Empirical Close: Defer Skill-Side Tests to Natural Exercise

Some verification tests require a real trigger that can’t be unit-mocked: interactive prompts, conversation parsing, AskUserQuestion flows. Three close-out paths exist on these:

Force staging — stage a fake trigger to fire the test now. Pollutes real session state; staged fixture often diverges from real input shape.
Defer + leave open — keep the task folder in actives/, let it stale-warn at 7d. Risk: forgotten task, dashboard noise.
Empirical close — mark the test [~] empirical-close-pending, archive the task anyway, trust the next natural trigger to verify. Reopen via friction log on regression.

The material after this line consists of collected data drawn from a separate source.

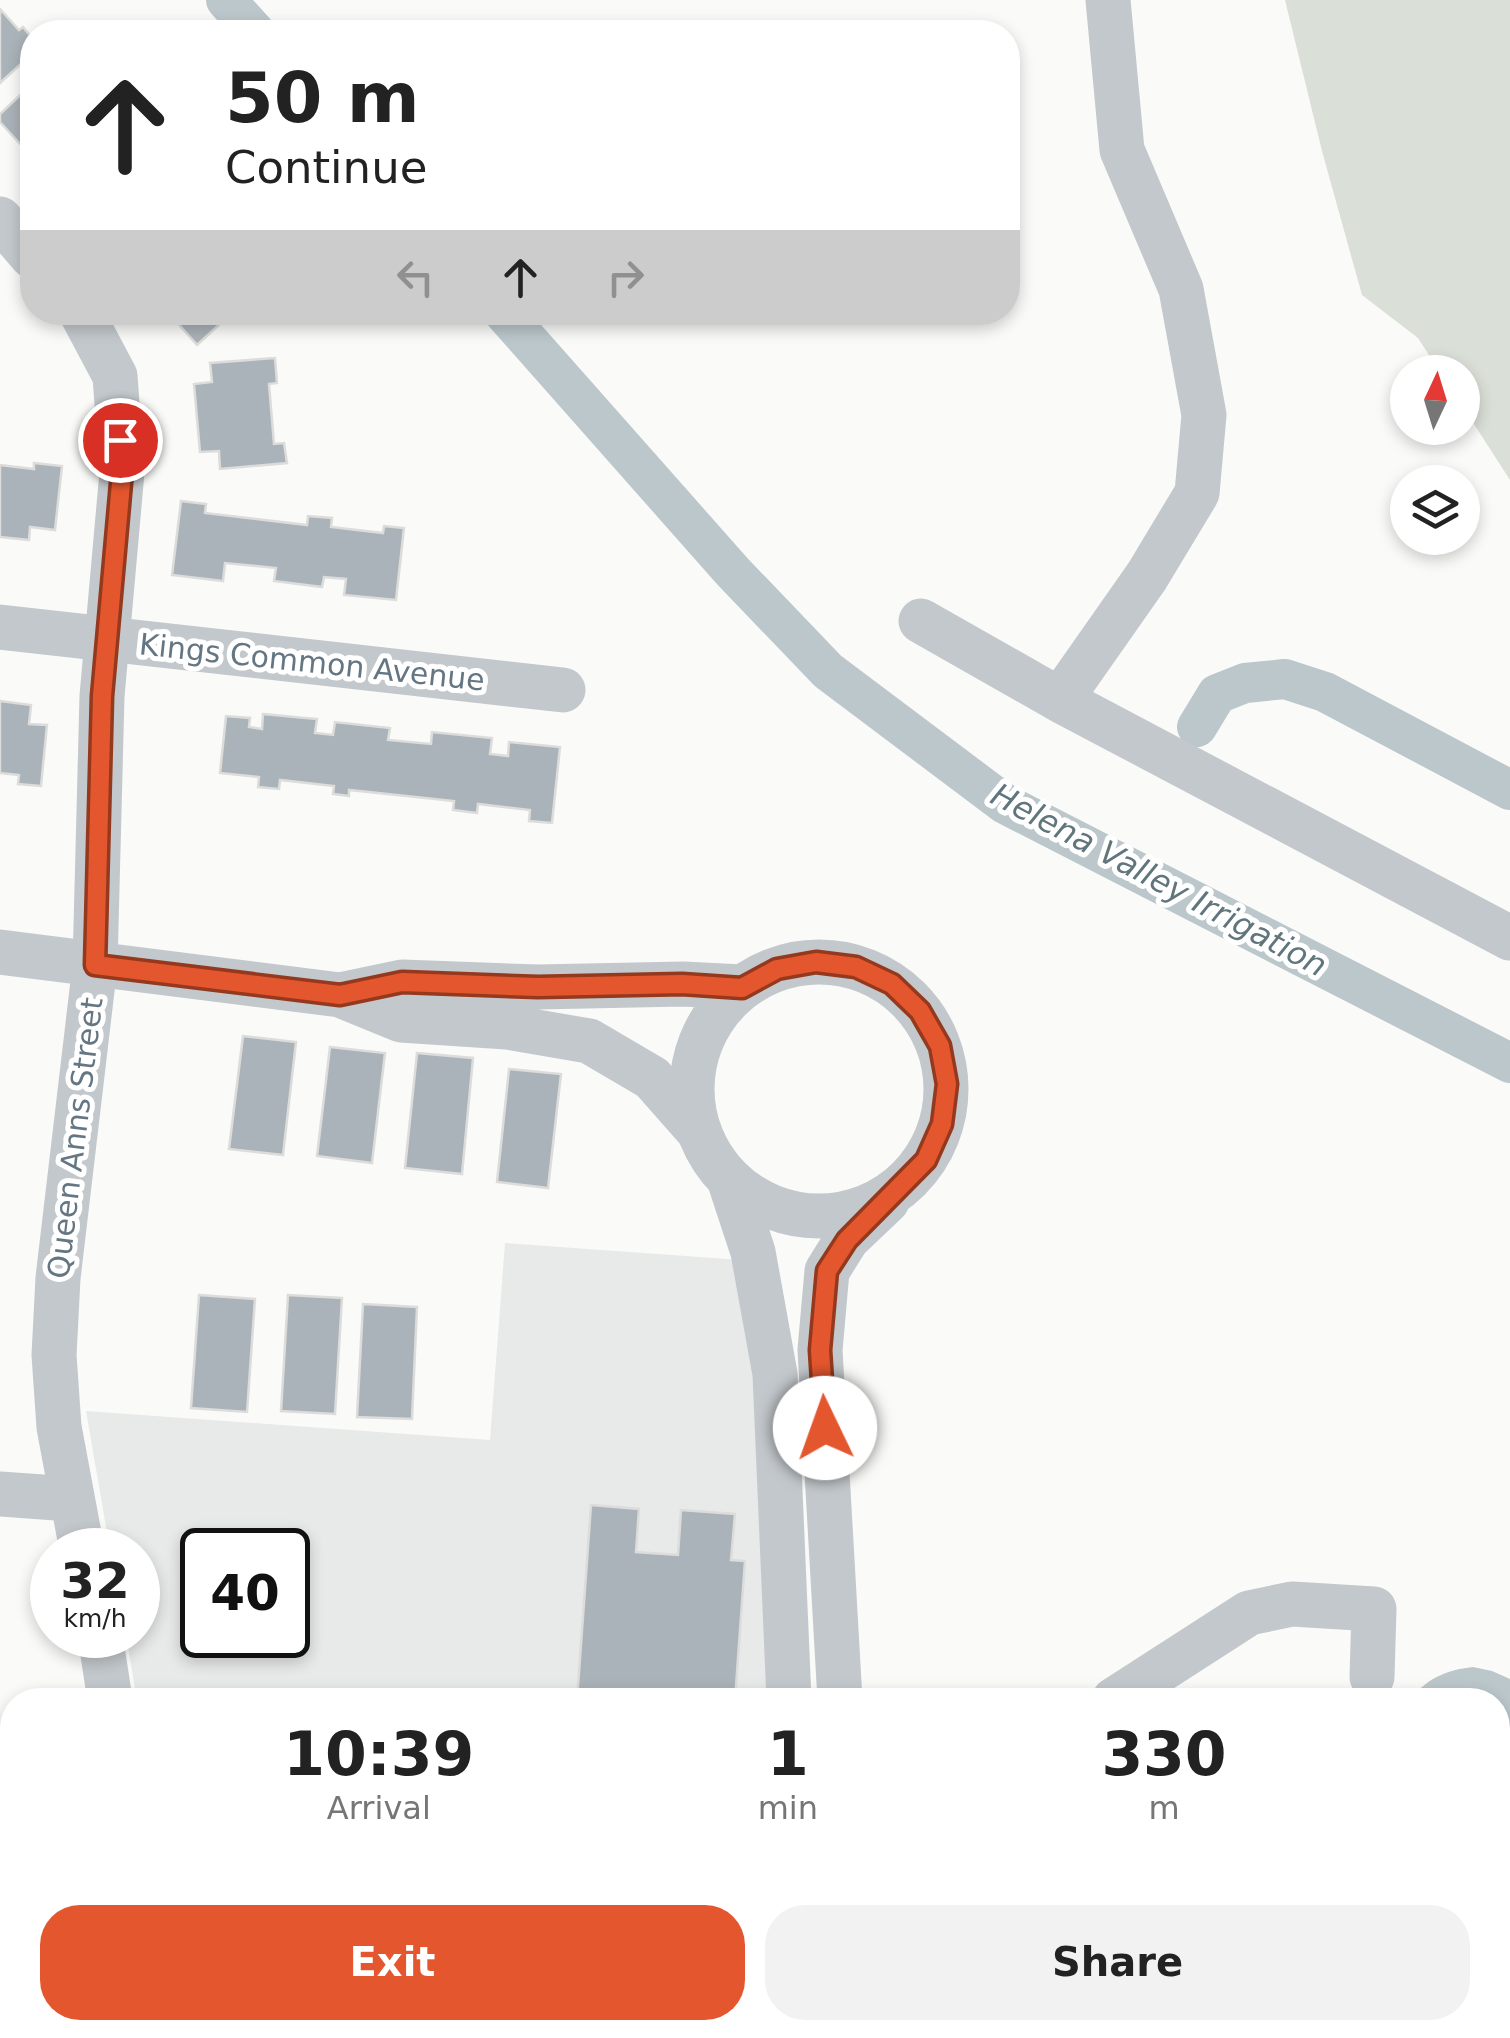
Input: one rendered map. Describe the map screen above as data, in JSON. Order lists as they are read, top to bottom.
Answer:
{
  "streets": {
    "street": ["Kings Common Avenue", "Queen Anns Street"]
  },
  "crossings": [
    ["Kings Common Avenue", "Queen Anns Street"]
  ],
  "water": ["Helena Valley Irrigation"],
  "north": "top",
  "page": {
    "turn": ["50 m", "Continue"],
    "speed": "32 km/h",
    "limit": "40",
    "eta": [
      "10:39",
      "Arrival",
      "1",
      "min",
      "330",
      "m"
    ],
    "buttons": ["Exit", "Share"]
  }
}
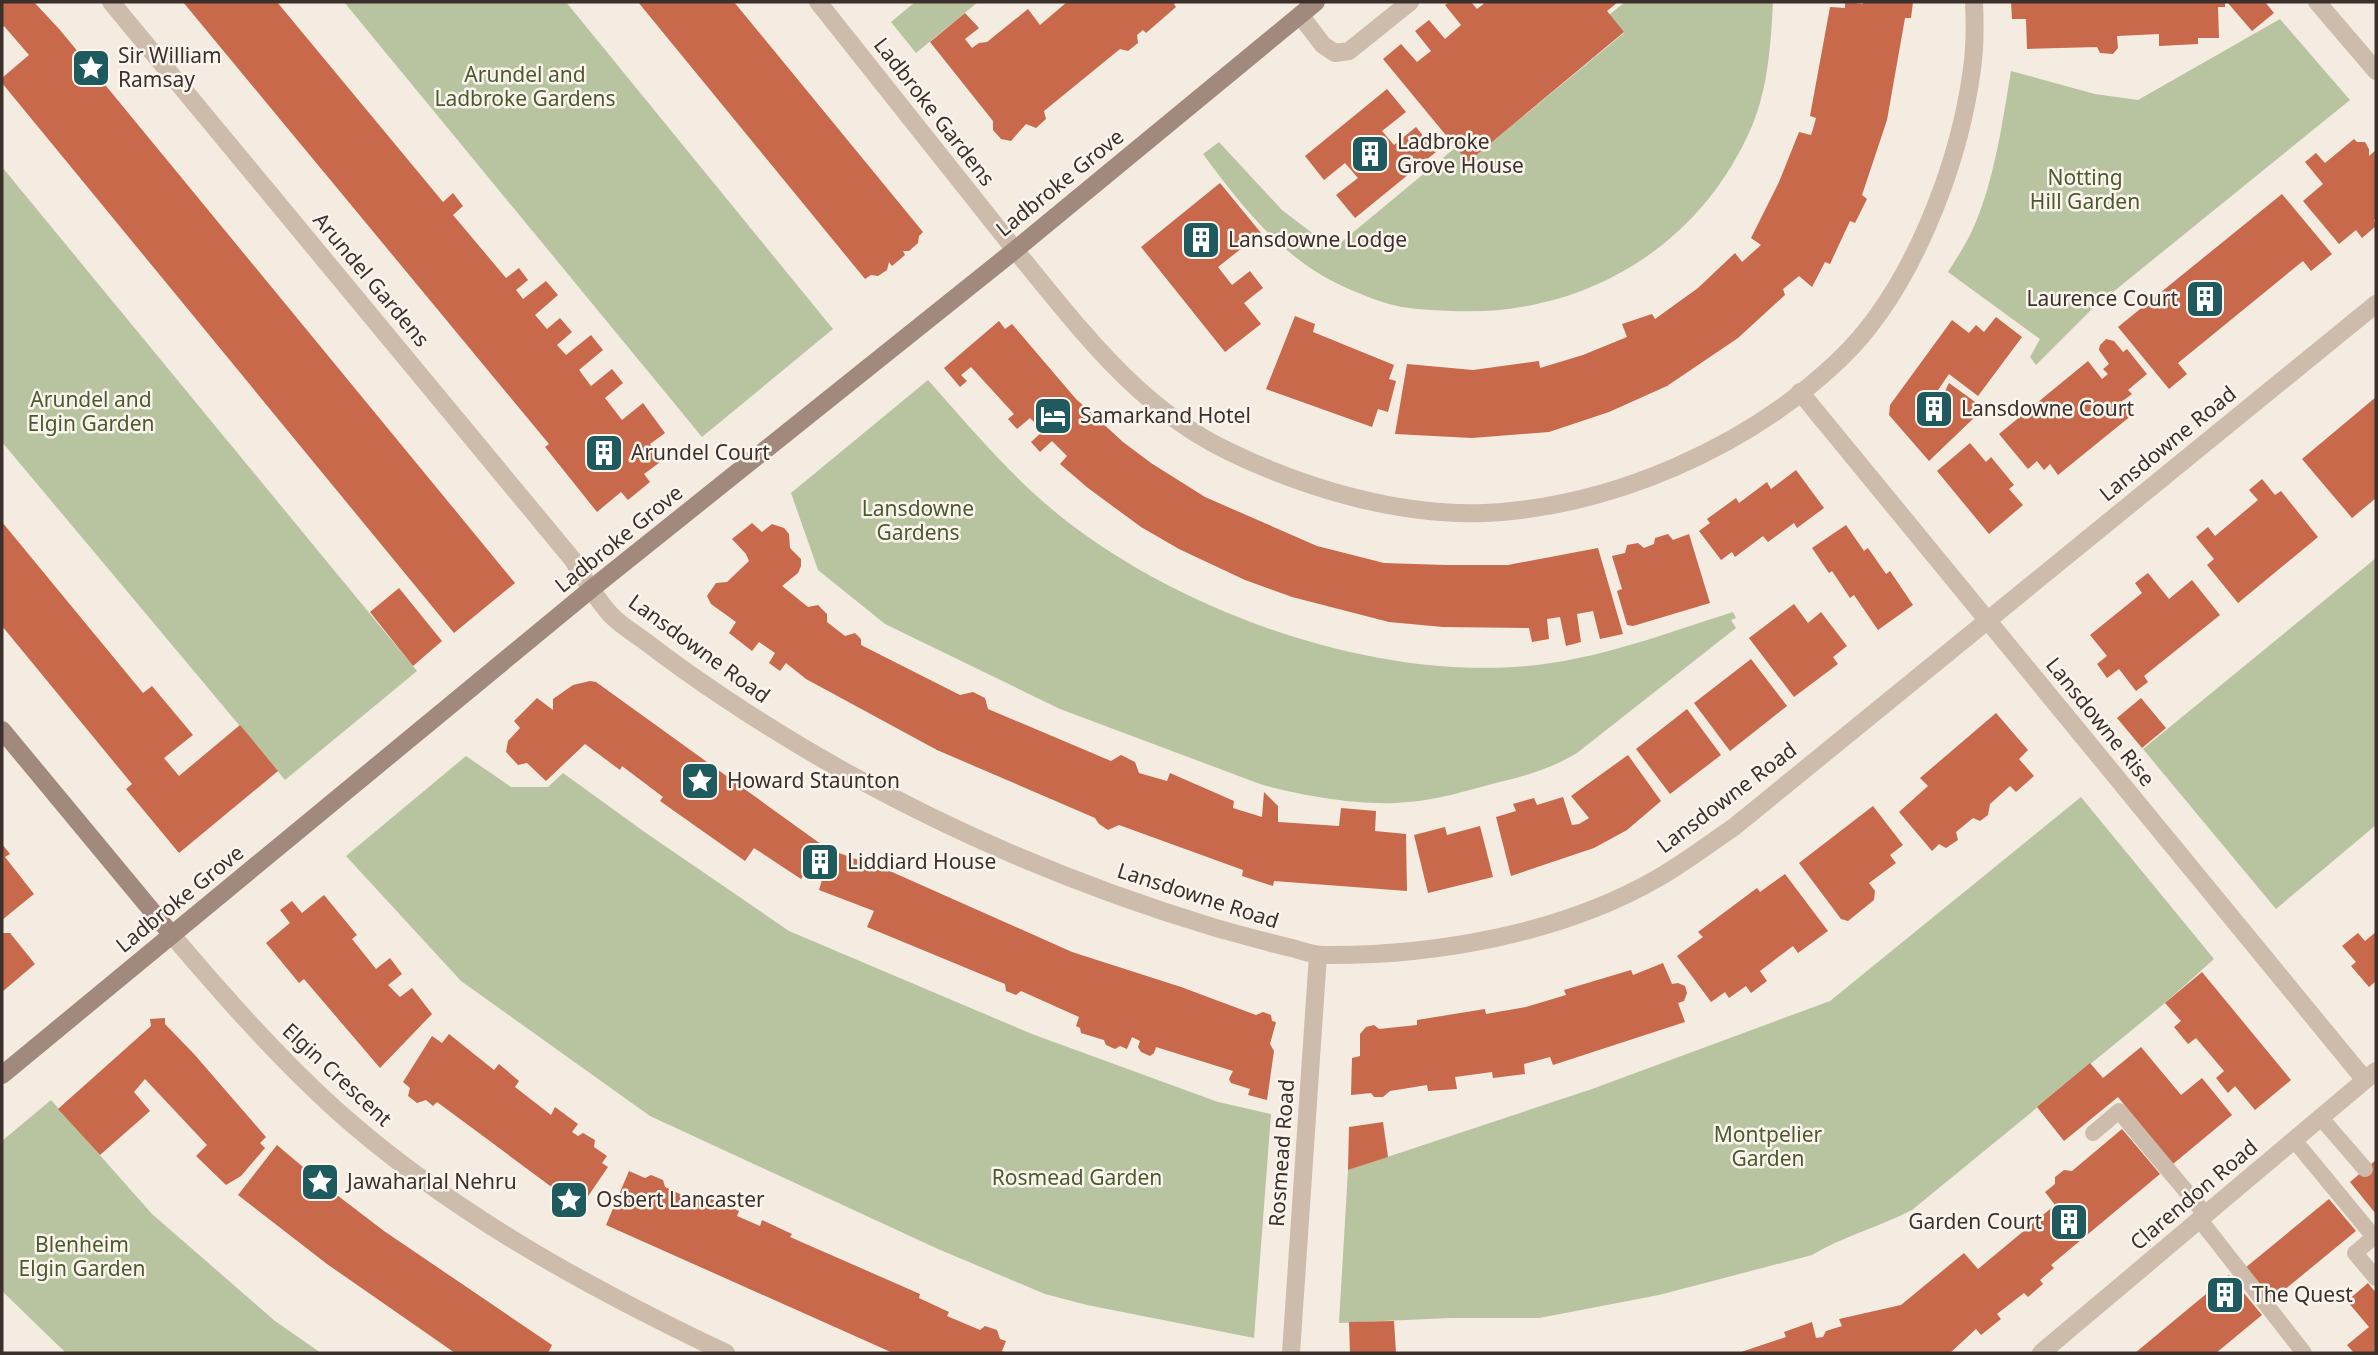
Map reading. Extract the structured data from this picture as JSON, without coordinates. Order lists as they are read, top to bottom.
{
  "streets": {
    "main road": ["Ladbroke Grove", "Elgin Crescent"],
    "street": [
      "Ladbroke Gardens",
      "Arundel Gardens",
      "Lansdowne Road",
      "Lansdowne Rise",
      "Rosmead Road",
      "Clarendon Road"
    ]
  },
  "crossings": [
    ["Ladbroke Gardens", "Ladbroke Grove"],
    ["Ladbroke Gardens", "Lansdowne Rise"],
    ["Ladbroke Grove", "Arundel Gardens"],
    ["Ladbroke Grove", "Lansdowne Road"],
    ["Ladbroke Grove", "Elgin Crescent"],
    ["Arundel Gardens", "Lansdowne Road"],
    ["Lansdowne Road", "Lansdowne Rise"],
    ["Lansdowne Road", "Rosmead Road"],
    ["Lansdowne Rise", "Clarendon Road"]
  ],
  "parks": [
    "Arundel and Ladbroke Gardens",
    "Notting Hill Garden",
    "Arundel and Elgin Garden",
    "Lansdowne Gardens",
    "Montpelier Garden",
    "Rosmead Garden",
    "Blenheim Elgin Garden"
  ],
  "places": {
    "place": [
      "Sir William Ramsay",
      "Howard Staunton",
      "Jawaharlal Nehru",
      "Osbert Lancaster"
    ],
    "building": [
      "Ladbroke Grove House",
      "Lansdowne Lodge",
      "Laurence Court",
      "Lansdowne Court",
      "Arundel Court",
      "Liddiard House",
      "Garden Court",
      "The Quest"
    ],
    "hotel": ["Samarkand Hotel"]
  }
}
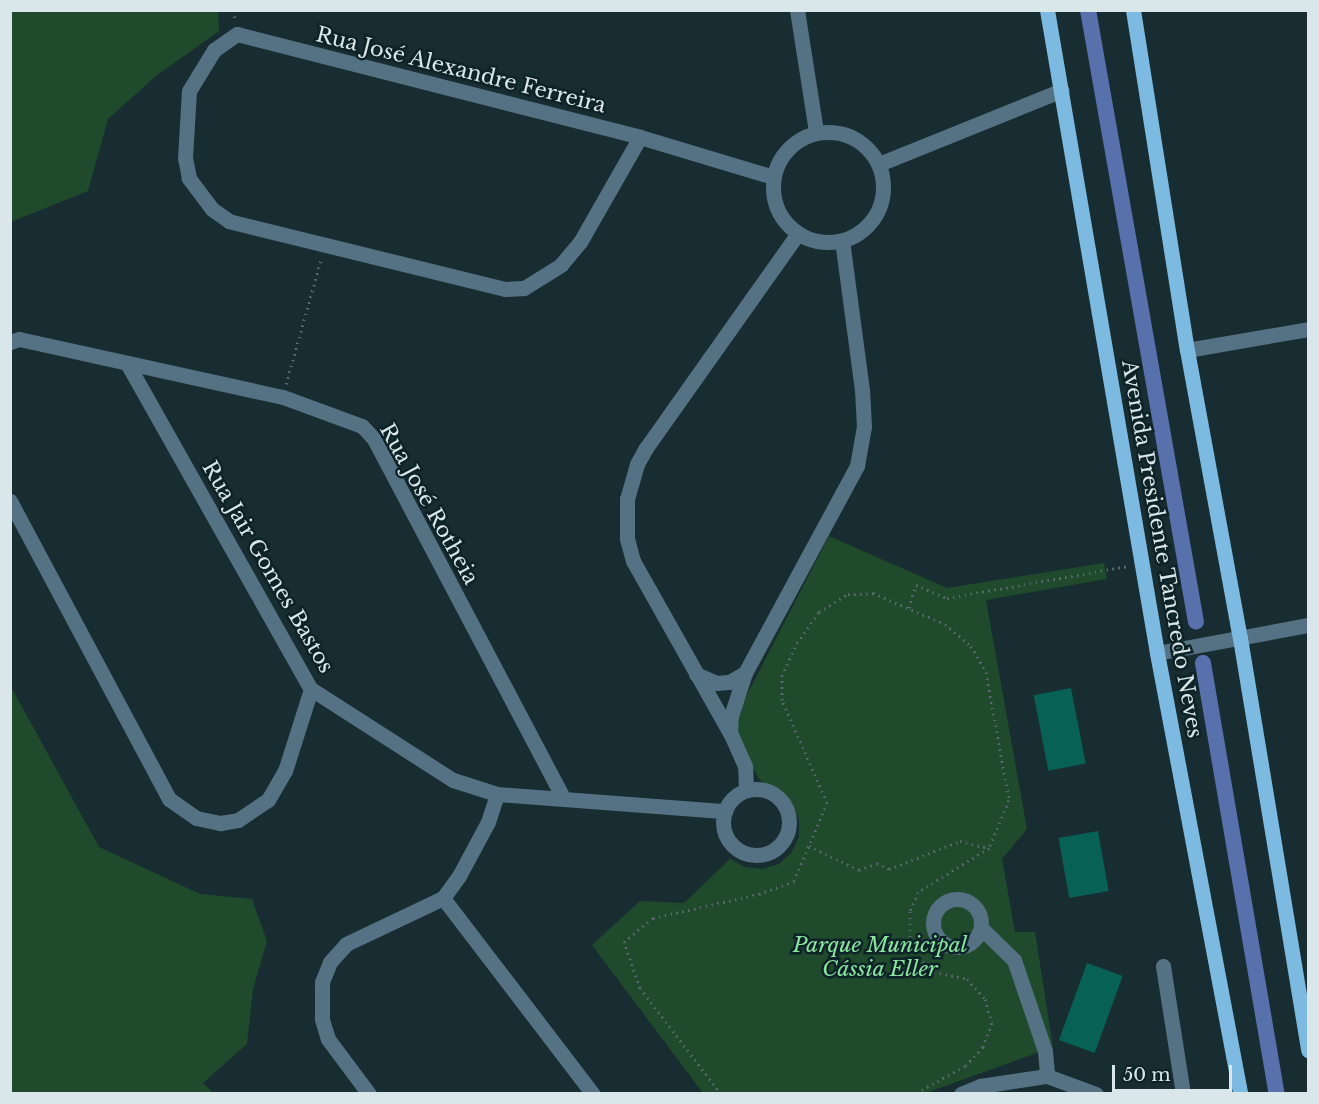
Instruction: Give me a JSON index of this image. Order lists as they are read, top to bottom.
{
  "streets": {
    "main road": ["Avenida Presidente Tancredo Neves"],
    "street": ["Rua José Alexandre Ferreira", "Rua José Rotheia", "Rua Jair Gomes Bastos"]
  },
  "crossings": [
    ["Rua José Rotheia", "Rua Jair Gomes Bastos"]
  ],
  "parks": ["Parque Municipal Cássia Eller"],
  "scale_bar": "50 m"
}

Without an explicit pattern for path 3, tasks with un-mockable tests sit half-closed indefinitely or get force-staged with low-fidelity fixtures.

Three options, side by side

Option	Pros	Cons
Force staging now	Test green on close; explicit verification	Pollutes session state; fixture ≠ reality; cost of restoration
Defer + leave open	No artifice	Stale-warns at 7d; dashboard noise; forgotten-task risk
Empirical close	No artifice + folder closes + signal preserved	Trust required; needs reopen mechanism

Empirical close wins when the trigger is genuinely natural-only (e.g., a real conversation said “next session: do X” — no fixture replicates that faithfully) AND a friction-log reopen mechanism backs it. The cost is trust calibration; the benefit is task hygiene without low-fidelity tests.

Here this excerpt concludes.